Well if you have electrical junction boxes and shut off valves for gas and water you must either make access doors which to me would look ugly and be in too many places. Another thing is my floor joist are very old and are not exactly level across. I know it seems to be making excusses but I don't think it's worth the it. One more thing if I ever need to run anything in the future I will be screwed due to the sheetrock ceiling. Now I am starting to think Hmmm is it worth it????:spend::spend::spend:


----------



## ScruffyHT (Sep 23, 2008)

Well it's either you want to soundproof or not I guess ... you can shim the ceiling flat using whisper clips and hat channel ... access doors can be covered up with fabric frames and conduit can be run "in case" you forgot something


----------



## the colors (Mar 28, 2008)

ScruffyHT said:


> Well it's either you want to soundproof or not I guess ... you can shim the ceiling flat using whisper clips and hat channel ... access doors can be covered up with fabric frames and conduit can be run "in case" you forgot something


Started another thread due to this one getting off topic. I have a lot of this metal channel that is shaped into a hat. I guess that what your saying,just have to level it off with shims and drywall.


----------



## MatrixDweller (Jul 24, 2007)

About the vapor barrier under the carpet...

What happens in warm weather is the moist air goes to the lowest place in the house (the basement) and can condense on cool surfaces, like basement floors. It might not appear as being wet, but the moisture is there. Then there is moisture vapor that comes up through the concrete.

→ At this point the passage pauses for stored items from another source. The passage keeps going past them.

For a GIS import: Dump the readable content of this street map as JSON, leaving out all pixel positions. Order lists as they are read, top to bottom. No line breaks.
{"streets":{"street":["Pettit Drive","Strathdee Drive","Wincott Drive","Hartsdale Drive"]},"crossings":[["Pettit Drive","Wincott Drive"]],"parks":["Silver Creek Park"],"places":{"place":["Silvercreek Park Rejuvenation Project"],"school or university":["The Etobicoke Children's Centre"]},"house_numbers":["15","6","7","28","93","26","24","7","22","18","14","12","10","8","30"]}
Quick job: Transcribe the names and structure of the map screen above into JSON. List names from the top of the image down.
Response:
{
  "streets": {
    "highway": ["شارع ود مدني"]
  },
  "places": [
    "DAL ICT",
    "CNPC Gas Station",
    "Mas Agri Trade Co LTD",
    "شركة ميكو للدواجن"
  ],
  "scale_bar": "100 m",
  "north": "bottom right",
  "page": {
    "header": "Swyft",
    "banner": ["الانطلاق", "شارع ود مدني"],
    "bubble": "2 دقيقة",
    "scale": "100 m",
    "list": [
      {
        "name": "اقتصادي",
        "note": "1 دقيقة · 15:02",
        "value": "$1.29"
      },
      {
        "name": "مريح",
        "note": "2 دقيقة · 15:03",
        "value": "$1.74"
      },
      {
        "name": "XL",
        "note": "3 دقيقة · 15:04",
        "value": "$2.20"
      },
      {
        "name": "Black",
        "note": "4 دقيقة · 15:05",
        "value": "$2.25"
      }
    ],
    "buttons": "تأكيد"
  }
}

What happens when there is carpet and underpad (without a vapor barrier) on the concrete is that over time it will get moldy underneath. It might take many years for it to get bad, but it will happen. The mold is actually eating the underpad and carpet and the spores that it releases are very bad for you. It will make your HT smell like a dirty gym.

Anything that touches concrete walls or floor needs to have a vapor barrier between it and the floor/wall or has to be moisture/rot resistant (ie: pressure treated wood). That includes your wood framing, wood flooring, carpet and laminate flooring. That is written in building codes everywhere.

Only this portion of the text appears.